(Saved data entries)
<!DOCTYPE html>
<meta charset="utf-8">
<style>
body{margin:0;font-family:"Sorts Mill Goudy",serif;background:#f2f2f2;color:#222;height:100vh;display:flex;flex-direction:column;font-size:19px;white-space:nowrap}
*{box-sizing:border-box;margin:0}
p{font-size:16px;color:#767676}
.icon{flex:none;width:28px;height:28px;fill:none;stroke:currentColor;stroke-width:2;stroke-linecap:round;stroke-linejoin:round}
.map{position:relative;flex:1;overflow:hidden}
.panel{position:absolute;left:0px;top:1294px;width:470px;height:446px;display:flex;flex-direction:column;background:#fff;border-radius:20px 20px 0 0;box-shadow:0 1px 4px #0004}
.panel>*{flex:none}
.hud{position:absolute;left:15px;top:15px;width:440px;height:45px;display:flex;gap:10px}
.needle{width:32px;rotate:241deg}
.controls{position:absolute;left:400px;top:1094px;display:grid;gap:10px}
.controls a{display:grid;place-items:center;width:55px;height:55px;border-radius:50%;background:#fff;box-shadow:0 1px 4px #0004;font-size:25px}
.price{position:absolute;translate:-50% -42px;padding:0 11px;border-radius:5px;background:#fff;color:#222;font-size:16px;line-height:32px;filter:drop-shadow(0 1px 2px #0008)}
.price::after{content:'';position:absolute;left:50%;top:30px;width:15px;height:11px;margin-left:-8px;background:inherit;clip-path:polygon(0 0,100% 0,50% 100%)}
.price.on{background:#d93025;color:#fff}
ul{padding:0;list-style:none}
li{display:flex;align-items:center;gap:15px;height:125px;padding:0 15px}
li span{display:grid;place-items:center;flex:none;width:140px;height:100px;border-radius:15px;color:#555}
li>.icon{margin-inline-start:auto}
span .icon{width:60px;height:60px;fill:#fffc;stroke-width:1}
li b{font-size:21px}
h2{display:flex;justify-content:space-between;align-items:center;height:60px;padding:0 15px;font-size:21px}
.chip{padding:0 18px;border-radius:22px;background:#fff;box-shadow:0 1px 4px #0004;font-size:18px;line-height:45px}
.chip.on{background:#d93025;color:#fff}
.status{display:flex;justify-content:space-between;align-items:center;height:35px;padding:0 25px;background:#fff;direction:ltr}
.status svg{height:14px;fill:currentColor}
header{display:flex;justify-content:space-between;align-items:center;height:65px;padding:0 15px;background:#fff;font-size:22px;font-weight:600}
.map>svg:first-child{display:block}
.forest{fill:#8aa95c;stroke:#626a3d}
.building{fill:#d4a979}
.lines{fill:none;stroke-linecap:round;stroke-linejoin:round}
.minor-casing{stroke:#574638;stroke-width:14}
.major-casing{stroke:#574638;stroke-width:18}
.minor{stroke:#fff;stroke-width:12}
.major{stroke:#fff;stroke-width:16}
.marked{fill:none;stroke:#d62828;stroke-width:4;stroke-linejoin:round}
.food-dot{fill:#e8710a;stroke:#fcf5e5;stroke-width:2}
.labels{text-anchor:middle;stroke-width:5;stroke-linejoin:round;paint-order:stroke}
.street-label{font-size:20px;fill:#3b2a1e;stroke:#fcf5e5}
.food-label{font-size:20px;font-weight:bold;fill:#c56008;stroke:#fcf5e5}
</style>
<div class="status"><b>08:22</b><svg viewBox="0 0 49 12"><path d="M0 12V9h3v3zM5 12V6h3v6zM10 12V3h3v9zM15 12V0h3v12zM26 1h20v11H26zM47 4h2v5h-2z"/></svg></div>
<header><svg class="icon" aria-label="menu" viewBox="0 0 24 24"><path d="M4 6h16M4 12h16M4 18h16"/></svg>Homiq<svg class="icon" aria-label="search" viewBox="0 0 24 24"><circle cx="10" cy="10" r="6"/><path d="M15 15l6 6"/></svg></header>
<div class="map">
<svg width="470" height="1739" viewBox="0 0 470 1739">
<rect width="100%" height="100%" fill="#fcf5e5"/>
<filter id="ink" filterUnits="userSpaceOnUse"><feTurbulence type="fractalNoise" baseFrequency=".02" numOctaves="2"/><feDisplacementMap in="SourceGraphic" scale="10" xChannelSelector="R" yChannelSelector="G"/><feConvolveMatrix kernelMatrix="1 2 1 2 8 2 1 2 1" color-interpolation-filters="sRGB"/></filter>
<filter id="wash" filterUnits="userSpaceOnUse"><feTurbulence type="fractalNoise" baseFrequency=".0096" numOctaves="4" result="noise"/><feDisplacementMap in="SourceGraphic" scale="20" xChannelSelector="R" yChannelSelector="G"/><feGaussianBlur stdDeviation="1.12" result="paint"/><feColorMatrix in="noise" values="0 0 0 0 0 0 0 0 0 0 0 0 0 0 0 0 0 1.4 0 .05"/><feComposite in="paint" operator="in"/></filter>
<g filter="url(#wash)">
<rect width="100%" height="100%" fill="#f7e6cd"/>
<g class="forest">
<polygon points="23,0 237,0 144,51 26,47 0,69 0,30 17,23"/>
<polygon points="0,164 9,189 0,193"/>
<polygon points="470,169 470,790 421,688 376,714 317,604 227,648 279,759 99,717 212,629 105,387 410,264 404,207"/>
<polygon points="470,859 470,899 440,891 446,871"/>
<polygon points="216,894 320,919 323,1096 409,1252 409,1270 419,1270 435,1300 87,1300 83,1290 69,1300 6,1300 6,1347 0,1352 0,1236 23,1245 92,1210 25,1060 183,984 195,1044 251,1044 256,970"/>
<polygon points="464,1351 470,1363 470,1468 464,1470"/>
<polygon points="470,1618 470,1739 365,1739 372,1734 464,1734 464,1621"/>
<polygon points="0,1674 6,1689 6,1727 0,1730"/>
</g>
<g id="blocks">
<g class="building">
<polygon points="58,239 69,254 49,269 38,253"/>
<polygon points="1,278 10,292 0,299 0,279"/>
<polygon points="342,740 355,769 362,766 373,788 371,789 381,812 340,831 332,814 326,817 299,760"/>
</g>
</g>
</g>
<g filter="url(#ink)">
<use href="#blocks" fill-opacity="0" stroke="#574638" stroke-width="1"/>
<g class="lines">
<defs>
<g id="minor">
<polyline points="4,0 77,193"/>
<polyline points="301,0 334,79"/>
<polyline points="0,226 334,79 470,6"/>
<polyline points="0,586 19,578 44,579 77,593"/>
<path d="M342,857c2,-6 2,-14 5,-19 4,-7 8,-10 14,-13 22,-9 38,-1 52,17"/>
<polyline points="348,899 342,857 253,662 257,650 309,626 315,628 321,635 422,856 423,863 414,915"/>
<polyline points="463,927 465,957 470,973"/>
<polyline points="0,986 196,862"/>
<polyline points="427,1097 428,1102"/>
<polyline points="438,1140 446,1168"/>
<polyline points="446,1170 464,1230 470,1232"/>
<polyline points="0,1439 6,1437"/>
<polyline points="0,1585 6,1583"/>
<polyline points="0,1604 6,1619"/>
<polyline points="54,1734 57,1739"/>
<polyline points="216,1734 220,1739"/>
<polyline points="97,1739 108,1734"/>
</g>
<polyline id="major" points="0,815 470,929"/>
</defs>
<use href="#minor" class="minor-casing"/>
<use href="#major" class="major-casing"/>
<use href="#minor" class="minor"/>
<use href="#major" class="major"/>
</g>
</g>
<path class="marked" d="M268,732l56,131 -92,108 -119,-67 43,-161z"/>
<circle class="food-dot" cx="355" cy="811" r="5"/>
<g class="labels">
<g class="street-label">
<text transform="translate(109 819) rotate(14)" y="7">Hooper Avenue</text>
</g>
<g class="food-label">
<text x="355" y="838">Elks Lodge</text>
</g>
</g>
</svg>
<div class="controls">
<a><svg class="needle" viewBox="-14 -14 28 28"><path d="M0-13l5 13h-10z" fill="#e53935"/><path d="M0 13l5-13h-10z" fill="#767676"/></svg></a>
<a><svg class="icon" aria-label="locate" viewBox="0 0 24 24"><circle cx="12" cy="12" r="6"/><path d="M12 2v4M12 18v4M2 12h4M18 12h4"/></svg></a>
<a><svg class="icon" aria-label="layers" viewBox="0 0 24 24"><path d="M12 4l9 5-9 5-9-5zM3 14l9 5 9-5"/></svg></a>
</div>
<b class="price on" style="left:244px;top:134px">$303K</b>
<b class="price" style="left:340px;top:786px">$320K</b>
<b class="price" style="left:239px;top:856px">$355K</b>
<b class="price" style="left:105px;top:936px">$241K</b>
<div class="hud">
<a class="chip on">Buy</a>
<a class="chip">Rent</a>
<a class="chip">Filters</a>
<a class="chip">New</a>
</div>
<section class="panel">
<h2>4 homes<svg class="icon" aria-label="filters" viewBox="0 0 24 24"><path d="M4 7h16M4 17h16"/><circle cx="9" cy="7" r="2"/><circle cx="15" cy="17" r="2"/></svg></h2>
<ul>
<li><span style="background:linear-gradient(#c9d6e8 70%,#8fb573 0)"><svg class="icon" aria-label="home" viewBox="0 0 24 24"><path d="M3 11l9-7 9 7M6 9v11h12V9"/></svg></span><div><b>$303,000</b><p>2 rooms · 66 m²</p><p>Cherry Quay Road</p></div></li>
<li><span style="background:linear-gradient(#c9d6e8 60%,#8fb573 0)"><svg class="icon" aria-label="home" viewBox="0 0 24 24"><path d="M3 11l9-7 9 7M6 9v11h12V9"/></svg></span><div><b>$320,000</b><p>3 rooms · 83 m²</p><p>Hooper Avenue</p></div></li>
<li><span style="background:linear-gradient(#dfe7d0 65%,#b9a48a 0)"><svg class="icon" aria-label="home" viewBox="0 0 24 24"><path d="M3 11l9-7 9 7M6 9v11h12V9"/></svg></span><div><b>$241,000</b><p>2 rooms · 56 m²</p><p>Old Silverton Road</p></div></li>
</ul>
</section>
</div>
* * *
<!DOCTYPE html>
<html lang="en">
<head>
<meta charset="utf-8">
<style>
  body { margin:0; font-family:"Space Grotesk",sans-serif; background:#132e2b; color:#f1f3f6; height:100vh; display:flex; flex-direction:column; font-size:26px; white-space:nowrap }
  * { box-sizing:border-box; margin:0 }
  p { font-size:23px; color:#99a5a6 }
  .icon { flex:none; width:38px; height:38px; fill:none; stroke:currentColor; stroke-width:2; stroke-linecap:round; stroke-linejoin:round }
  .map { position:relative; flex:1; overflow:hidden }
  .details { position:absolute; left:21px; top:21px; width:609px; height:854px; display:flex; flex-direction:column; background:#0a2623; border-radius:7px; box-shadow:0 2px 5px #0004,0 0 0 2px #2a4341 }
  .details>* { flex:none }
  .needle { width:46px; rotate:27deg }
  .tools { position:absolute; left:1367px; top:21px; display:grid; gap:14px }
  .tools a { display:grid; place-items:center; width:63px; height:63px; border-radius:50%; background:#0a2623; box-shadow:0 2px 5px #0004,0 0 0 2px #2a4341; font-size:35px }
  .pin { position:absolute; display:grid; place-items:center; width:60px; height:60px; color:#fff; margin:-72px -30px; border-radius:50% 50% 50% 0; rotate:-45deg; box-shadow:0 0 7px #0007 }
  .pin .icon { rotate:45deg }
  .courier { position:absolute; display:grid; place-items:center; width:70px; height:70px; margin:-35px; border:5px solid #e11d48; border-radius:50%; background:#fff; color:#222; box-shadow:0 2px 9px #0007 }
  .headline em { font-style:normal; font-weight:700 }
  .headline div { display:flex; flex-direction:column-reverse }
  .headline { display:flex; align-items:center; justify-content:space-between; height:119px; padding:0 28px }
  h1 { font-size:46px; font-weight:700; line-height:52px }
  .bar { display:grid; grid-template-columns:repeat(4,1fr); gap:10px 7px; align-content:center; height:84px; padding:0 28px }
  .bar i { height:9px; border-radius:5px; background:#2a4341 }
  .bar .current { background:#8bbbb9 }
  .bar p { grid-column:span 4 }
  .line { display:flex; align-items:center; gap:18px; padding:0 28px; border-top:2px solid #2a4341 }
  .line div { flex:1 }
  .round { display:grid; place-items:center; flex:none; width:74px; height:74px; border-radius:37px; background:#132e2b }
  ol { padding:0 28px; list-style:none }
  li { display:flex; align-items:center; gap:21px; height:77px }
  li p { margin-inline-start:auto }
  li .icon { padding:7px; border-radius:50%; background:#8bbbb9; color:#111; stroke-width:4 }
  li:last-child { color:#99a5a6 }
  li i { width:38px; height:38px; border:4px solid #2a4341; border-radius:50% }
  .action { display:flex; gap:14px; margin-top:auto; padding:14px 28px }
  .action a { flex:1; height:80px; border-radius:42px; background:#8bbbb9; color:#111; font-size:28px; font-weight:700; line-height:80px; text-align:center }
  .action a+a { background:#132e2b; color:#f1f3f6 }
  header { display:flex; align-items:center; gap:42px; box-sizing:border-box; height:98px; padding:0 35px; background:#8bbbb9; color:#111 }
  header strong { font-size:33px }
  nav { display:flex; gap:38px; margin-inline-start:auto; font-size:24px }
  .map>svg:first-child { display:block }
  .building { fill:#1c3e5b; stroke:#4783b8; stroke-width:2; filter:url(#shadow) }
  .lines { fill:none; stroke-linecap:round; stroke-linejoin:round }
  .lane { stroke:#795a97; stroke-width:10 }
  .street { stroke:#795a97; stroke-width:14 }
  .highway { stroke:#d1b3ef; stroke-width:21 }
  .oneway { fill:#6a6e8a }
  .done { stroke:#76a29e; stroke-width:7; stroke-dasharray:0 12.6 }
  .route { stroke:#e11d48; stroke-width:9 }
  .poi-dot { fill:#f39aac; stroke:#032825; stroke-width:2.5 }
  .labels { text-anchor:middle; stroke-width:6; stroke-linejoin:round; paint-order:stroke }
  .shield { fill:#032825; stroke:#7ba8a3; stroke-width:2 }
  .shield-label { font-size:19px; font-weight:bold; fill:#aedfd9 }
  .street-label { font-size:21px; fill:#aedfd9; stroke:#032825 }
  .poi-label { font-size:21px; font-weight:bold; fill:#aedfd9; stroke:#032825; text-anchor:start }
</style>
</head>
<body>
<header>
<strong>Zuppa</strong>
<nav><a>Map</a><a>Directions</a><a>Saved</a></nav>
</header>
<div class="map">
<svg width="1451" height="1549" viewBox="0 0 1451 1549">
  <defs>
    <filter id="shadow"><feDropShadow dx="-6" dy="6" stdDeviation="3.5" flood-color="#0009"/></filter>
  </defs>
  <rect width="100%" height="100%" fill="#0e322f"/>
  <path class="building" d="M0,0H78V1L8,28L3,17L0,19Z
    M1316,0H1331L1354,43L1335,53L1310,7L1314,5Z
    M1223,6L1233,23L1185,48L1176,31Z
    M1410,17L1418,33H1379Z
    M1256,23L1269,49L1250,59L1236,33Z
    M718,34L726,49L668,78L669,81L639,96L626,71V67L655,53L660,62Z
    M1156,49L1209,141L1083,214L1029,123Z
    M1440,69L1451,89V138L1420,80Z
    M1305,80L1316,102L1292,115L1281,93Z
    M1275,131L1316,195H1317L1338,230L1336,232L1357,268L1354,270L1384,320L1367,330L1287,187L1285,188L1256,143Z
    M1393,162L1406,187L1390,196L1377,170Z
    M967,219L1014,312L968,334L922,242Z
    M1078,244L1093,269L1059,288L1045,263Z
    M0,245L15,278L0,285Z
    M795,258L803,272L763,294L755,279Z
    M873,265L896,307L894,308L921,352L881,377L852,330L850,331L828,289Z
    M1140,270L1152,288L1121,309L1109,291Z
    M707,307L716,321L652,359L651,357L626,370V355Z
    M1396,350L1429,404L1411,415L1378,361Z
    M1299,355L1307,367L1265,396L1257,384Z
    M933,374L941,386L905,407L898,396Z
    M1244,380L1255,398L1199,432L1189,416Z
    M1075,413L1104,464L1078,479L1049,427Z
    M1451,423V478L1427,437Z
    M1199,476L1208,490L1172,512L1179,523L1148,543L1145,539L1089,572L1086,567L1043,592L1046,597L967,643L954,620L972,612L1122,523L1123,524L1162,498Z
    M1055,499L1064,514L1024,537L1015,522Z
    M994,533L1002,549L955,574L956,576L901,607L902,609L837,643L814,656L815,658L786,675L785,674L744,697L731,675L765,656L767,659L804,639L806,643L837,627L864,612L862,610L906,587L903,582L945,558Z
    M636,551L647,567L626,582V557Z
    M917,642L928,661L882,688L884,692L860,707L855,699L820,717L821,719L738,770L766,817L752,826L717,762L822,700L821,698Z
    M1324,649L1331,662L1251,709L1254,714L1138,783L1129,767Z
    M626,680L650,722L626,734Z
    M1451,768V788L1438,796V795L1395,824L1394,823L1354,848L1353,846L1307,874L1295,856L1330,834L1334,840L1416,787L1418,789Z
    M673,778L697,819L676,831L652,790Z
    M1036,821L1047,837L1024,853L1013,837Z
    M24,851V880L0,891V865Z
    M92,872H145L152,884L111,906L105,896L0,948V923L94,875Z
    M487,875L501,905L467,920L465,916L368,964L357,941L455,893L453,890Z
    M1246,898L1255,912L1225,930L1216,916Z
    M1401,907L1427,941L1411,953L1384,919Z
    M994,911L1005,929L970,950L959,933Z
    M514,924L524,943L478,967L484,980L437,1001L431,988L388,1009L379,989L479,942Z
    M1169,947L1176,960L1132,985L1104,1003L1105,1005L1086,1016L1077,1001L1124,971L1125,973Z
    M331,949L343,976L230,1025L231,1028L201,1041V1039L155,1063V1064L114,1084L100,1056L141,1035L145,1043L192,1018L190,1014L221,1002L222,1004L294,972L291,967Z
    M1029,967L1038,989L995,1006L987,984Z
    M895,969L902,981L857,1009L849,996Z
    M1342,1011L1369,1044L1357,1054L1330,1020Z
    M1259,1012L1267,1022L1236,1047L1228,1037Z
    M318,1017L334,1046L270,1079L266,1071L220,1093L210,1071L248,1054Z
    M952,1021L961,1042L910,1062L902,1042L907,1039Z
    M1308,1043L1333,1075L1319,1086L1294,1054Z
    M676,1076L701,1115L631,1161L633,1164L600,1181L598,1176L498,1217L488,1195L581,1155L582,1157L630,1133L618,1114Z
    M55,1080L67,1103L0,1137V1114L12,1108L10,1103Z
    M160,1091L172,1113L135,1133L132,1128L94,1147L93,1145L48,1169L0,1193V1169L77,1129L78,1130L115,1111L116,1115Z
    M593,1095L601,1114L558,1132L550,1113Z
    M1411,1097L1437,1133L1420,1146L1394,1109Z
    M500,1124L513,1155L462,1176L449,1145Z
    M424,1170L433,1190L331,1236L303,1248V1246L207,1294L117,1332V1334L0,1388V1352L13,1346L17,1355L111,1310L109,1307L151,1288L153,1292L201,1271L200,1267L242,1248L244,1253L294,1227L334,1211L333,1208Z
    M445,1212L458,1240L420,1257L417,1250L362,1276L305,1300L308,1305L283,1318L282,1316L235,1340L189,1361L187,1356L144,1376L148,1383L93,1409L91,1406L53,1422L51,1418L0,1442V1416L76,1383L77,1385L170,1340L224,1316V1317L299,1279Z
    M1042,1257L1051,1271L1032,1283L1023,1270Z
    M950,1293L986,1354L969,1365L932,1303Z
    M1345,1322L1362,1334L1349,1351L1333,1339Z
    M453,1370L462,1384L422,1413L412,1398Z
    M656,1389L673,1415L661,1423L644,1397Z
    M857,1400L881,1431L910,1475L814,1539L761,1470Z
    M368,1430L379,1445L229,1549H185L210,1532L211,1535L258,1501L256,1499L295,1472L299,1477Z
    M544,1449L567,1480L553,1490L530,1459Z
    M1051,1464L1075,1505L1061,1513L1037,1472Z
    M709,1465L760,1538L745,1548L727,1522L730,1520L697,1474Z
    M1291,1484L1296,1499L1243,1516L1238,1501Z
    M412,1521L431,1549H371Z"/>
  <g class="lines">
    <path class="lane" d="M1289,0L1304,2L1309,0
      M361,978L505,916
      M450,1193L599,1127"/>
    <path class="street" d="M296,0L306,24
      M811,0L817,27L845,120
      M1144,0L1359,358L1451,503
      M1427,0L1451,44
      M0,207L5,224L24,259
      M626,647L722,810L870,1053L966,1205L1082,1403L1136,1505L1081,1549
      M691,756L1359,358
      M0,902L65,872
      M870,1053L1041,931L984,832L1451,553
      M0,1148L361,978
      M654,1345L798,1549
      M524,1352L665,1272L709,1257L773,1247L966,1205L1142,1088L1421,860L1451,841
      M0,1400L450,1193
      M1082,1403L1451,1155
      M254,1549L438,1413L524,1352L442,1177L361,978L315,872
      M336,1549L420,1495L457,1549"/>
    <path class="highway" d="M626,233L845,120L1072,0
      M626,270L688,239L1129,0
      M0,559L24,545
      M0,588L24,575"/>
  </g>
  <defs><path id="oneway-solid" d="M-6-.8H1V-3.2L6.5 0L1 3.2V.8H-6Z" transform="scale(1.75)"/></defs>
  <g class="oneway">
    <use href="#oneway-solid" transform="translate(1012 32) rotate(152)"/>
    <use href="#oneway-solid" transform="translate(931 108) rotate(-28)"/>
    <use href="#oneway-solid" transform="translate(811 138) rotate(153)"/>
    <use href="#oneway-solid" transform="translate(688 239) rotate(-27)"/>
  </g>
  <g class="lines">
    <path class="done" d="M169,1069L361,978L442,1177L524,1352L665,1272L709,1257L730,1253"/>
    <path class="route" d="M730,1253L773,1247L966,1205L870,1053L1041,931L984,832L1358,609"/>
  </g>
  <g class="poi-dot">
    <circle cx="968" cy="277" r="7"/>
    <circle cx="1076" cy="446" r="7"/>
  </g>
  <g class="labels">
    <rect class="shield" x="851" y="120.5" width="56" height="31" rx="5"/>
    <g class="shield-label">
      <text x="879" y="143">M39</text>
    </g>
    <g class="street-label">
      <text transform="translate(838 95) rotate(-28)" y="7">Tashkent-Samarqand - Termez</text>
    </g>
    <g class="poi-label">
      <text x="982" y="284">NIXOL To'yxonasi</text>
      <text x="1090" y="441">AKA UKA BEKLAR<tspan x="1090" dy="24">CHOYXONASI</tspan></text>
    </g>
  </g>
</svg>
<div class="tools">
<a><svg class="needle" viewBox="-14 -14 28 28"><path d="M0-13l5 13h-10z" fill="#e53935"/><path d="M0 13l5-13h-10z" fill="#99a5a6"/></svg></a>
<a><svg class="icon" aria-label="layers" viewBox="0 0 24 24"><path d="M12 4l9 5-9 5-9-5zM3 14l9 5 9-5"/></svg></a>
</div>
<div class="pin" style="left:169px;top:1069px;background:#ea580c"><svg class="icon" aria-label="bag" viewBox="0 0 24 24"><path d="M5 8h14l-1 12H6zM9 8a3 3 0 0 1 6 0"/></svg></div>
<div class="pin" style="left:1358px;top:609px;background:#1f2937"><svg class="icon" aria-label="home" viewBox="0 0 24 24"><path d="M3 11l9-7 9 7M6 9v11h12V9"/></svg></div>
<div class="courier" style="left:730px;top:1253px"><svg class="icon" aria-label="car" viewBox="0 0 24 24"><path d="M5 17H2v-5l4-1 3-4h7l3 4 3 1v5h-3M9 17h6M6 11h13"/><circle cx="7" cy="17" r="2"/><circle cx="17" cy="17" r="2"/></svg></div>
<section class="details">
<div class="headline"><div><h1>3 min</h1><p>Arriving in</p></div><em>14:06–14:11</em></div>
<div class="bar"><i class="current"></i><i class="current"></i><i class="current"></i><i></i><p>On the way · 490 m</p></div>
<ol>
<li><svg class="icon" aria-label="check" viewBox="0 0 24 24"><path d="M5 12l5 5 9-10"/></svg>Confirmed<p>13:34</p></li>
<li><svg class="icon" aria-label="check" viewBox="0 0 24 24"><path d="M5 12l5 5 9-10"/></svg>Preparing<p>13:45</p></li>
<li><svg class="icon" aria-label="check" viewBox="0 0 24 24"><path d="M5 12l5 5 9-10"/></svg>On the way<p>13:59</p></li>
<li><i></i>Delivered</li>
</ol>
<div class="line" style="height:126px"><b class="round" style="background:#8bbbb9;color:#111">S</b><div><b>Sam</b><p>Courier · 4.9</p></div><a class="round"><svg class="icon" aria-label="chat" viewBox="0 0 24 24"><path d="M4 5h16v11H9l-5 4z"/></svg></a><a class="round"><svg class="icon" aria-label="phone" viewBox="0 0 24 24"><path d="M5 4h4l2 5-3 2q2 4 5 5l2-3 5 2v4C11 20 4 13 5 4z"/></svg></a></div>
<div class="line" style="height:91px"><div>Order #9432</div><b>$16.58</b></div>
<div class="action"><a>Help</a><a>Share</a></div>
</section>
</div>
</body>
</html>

PROBLEM TO WORK ON:
Write out every line from the data above that includes "check".

REPLY:
<li><svg class="icon" aria-label="check" viewBox="0 0 24 24"><path d="M5 12l5 5 9-10"/></svg>Confirmed<p>13:34</p></li>
<li><svg class="icon" aria-label="check" viewBox="0 0 24 24"><path d="M5 12l5 5 9-10"/></svg>Preparing<p>13:45</p></li>
<li><svg class="icon" aria-label="check" viewBox="0 0 24 24"><path d="M5 12l5 5 9-10"/></svg>On the way<p>13:59</p></li>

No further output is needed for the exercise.